4. REPRESENTATIONS AND WARRANTIES OF THE COMPANY. The Company hereby
represents and warrants to Parent that:
(a) This Agreement has been duly executed and delivered by the Company,
and is the legal, valid and binding obligation of the Company;
(b) No consent of any court, governmental authority or other person is
necessary for the execution, delivery and performance of this Agreement by
the Company; and
(c) All of the Subject Shares have been duly authorized and validly
issued and are fully paid and nonassessable.
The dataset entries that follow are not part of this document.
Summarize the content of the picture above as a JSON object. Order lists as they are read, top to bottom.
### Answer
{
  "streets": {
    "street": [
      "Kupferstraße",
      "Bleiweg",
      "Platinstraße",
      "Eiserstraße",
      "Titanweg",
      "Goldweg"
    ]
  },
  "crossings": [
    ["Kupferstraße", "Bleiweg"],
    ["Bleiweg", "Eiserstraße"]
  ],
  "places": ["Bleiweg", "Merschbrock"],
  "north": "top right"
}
5. COVENANTS OF THE HOLDER. The Holder hereby agrees and covenants that:
(a) Prior to the Termination Date, the Holder will not, in the Holder's
capacity as a stockholder, directly or indirectly, encourage, initiate or
engage in discussions or negotiations with, or provide any information to,
any corporation, partnership, person or other entity or group, other than
Parent and its affiliates, concerning the sale of the Subject Shares, or the
issuance and sale of Company Common Stock by the Company or, with respect to
any merger or other business combination, any disposition or grant of an
interest in a substantial asset or any similar transaction involving the
Company;
(b) Other than as provided for in Section 2(c) above, the Holder will
not transfer, sell, exchange, pledge or otherwise dispose of or encumber any
of the Subject Shares or make any offer or agreement relating thereto at any
time prior to the termination of this Agreement pursuant to Section 8
hereof; and
(c) The Holder agrees that any shares of capital stock of the Company
(including Company Common Stock) that the Holder purchases or with respect
to which the Holder otherwise acquires beneficial ownership after the date
of this Agreement and prior to the termination of this Agreement pursuant to
Section 8 shall be considered "Subject Shares" and subject to each of the
terms and conditions of this Agreement.
6. COVENANTS OF THE COMPANY. The Company hereby agrees and covenants that:
(a) The Company will not, and will cause its stock transfer agent not
to, register the transfer of any of the Subject Shares on the stock transfer
ledger of the Company at any time prior to the termination of this Agreement
pursuant to Section 8; and
(b) The Company agrees that any shares of capital stock of the Company
(including Company Common Stock) that the Holder purchases or with respect
to which the Holder otherwise acquires beneficial ownership after the date
of this Agreement and prior to the termination of this Agreement pursuant to
Section 8 shall be considered "Subject Shares" and subject to each of the
terms and conditions of this Agreement.
7. ADJUSTMENT UPON CHANGES IN CAPITALIZATION. In the event of any change
in the Company Common Stock by reason of stock dividends, split-ups,
recapitalizations, combinations, exchanges of shares or the like, the number of
Subject Shares shall be adjusted appropriately.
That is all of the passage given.